What is expected – For the data below, work out the number of lines containing the string "label" and answer with that number only.

Exercise data –

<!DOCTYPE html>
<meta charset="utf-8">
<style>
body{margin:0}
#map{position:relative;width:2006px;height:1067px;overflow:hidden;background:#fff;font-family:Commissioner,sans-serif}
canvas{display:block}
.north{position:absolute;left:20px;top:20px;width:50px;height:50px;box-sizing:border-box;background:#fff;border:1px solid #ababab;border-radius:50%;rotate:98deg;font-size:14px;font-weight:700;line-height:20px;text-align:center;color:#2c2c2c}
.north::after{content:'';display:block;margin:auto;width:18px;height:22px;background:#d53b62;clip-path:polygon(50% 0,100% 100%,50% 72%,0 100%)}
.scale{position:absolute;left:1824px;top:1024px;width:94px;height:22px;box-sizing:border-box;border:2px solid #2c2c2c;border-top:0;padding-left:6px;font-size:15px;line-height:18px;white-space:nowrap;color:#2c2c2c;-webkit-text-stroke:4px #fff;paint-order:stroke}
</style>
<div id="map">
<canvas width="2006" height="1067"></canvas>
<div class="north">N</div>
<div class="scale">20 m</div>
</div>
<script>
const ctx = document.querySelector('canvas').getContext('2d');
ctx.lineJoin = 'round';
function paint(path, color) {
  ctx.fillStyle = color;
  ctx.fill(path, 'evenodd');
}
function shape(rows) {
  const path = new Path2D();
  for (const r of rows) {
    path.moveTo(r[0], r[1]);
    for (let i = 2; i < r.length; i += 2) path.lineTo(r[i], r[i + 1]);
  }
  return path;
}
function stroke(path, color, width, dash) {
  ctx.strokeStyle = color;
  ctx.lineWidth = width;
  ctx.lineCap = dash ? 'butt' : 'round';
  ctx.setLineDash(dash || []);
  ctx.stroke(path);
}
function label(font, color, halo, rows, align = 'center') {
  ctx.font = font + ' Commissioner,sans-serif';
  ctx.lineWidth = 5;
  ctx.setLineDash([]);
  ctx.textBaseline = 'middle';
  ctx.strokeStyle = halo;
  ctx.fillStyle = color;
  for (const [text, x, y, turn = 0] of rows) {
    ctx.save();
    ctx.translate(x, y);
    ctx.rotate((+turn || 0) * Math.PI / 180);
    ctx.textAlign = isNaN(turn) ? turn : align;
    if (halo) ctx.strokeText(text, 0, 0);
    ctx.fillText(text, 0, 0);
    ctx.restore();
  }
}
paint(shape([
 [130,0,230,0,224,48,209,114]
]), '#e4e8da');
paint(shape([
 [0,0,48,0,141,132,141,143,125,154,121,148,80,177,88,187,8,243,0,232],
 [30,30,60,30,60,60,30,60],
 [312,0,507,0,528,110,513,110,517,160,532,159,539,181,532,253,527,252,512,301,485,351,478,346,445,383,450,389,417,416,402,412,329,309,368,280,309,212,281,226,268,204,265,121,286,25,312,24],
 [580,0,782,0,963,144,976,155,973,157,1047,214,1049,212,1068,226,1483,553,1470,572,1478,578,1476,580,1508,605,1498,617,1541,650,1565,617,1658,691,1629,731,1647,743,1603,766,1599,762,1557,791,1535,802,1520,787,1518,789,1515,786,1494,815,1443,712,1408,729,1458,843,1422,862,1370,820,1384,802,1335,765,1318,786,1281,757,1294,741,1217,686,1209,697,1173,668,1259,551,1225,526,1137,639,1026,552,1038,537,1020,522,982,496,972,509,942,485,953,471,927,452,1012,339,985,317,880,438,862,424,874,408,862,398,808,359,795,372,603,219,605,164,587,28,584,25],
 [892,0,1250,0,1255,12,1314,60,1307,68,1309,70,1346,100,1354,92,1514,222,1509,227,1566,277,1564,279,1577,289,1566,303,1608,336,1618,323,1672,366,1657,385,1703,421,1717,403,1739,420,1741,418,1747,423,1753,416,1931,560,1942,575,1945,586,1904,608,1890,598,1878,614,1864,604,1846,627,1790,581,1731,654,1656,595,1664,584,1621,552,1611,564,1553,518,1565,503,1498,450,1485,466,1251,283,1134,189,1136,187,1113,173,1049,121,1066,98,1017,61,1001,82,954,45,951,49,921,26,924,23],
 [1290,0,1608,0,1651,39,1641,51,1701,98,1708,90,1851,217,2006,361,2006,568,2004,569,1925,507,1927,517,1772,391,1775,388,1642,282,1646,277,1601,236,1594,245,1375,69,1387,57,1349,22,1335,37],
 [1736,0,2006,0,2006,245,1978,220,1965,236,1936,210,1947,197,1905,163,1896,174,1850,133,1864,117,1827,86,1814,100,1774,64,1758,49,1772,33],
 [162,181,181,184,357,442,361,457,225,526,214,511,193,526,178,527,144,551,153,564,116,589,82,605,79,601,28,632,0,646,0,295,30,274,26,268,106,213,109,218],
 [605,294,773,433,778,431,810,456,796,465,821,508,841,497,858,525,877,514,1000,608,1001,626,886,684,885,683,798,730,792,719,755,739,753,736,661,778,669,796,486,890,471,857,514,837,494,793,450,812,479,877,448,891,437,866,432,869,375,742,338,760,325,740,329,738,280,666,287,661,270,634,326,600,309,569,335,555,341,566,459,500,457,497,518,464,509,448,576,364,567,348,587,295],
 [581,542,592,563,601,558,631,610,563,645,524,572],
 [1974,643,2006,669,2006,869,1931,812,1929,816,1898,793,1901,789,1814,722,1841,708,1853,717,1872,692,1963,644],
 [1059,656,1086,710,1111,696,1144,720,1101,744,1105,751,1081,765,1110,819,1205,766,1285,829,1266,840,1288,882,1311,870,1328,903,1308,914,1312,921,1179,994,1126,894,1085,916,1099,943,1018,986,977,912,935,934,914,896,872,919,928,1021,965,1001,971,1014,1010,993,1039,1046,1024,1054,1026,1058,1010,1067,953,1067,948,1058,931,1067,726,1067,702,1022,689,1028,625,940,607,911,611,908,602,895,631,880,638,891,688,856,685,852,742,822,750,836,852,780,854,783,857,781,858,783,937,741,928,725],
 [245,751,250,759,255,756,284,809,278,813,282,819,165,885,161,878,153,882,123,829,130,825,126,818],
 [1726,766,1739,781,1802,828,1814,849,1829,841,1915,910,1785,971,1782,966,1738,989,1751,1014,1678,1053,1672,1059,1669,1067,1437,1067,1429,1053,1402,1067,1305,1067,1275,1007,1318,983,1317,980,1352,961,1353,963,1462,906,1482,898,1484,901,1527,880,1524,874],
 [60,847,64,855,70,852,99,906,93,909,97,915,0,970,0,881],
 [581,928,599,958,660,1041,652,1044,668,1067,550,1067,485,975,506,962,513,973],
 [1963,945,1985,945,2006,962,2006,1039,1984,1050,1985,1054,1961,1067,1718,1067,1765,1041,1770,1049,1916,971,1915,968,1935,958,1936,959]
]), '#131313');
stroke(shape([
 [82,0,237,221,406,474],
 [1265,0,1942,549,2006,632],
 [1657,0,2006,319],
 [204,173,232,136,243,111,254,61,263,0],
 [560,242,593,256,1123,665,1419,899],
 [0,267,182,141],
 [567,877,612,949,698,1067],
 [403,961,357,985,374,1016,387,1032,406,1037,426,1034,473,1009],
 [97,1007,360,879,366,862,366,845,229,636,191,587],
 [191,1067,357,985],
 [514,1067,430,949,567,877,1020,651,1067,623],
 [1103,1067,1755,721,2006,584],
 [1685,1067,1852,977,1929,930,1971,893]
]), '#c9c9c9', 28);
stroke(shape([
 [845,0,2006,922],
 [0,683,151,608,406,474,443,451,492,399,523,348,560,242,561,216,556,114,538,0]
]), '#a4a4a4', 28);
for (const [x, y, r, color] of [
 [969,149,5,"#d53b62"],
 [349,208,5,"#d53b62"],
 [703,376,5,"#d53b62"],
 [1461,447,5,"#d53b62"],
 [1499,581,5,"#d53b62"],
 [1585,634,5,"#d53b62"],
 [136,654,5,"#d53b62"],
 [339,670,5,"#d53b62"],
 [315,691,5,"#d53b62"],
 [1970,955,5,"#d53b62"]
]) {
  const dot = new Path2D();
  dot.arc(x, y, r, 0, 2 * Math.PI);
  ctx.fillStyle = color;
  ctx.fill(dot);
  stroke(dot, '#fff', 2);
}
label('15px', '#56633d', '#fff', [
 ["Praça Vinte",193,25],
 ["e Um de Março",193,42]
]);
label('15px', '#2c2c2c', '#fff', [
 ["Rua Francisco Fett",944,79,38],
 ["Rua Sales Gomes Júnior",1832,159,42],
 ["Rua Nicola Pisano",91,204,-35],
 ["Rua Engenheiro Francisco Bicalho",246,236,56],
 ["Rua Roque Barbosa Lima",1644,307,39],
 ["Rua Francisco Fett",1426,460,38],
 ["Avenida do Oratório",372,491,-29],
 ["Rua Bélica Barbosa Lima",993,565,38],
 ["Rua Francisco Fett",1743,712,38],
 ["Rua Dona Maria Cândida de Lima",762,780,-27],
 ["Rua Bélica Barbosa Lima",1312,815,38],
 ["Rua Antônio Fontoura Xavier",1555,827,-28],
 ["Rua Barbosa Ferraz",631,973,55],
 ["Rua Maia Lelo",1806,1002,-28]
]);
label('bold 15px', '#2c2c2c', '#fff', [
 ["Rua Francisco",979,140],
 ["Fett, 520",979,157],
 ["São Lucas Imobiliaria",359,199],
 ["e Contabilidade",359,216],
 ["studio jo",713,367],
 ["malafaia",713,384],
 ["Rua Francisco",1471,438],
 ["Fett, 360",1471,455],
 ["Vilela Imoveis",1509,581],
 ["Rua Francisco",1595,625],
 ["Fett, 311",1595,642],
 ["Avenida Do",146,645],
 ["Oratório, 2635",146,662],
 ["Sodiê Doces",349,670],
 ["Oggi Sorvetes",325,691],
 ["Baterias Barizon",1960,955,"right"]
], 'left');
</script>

Solved problem – 4